Prompt Engineering, Videos

How to Structure Image to Video Prompts for Runway Gen-4

Creating high-quality videos with Runway Gen-4 involves carefully structuring prompts to leverage the model’s advanced capabilities in maintaining consistent characters, locations, and objects across scenes. This guide provides practical techniques and extensive examples for crafting precise, creative, and effective prompts.

The Differences Between Runway Gen-3 and Gen-4 Video Models

Runway Gen-4 introduces notable advancements over the Gen-3 model, primarily in terms of character and object consistency across multiple video shots. While Gen-3 was effective at maintaining stylistic coherence, it struggled to depict realistic continuity of characters and objects, often resulting in sequences that felt thematically connected but visually inconsistent. Gen-4 addresses this limitation by enabling users to upload single reference images of characters or objects, ensuring their consistent appearance across different scenes and varied lighting conditions.

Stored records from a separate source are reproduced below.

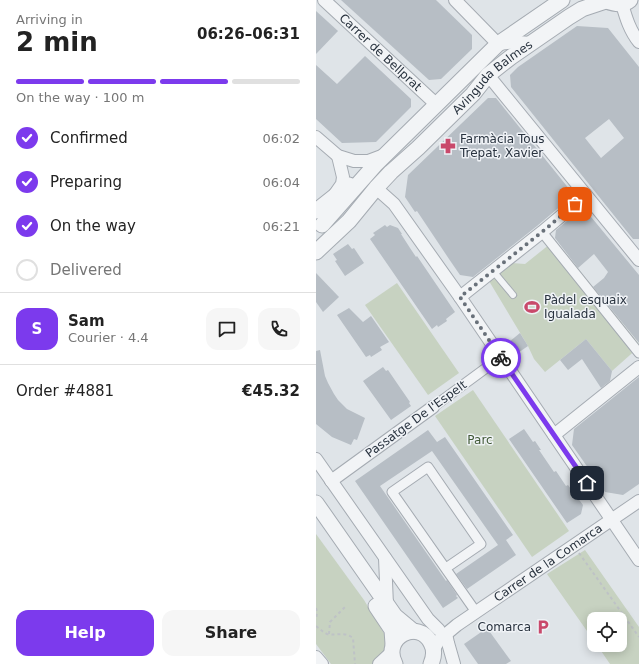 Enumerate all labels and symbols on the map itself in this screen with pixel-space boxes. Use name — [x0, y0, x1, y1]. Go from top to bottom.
street label: Carrer de Bellprat — [336, 11, 425, 94]
street label: Avinguda Balmes — [450, 37, 535, 117]
place label: Farmàcia Tous Trepat, Xavier — [459, 132, 545, 160]
pharmacy icon: Farmàcia Tous Trepat, Xavier — [439, 137, 457, 155]
pin — [558, 187, 592, 221]
place label: Pàdel esquaix Igualada — [544, 293, 627, 321]
sports icon: Pàdel esquaix Igualada — [523, 298, 541, 316]
courier — [481, 338, 521, 378]
street label: Passatge De l'Espelt — [363, 377, 469, 460]
park label: Parc — [467, 433, 493, 447]
pin — [570, 466, 604, 500]
street label: Carrer de la Comarca — [491, 521, 605, 605]
parking icon: Comarca — [534, 618, 552, 636]
place label: Comarca — [478, 620, 531, 634]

Prompt structuring recommendations by Runway are similar between the two models, Gen-4’s integration of multiple reference images gives you greater control and precision in video generation.

Start with an Image

In Runway Gen-4, the input image serves as a visual anchor alongside the text prompt by signaling key details such as subject appearances, framing choices, lighting conditions, color schemes, and stylistic preferences.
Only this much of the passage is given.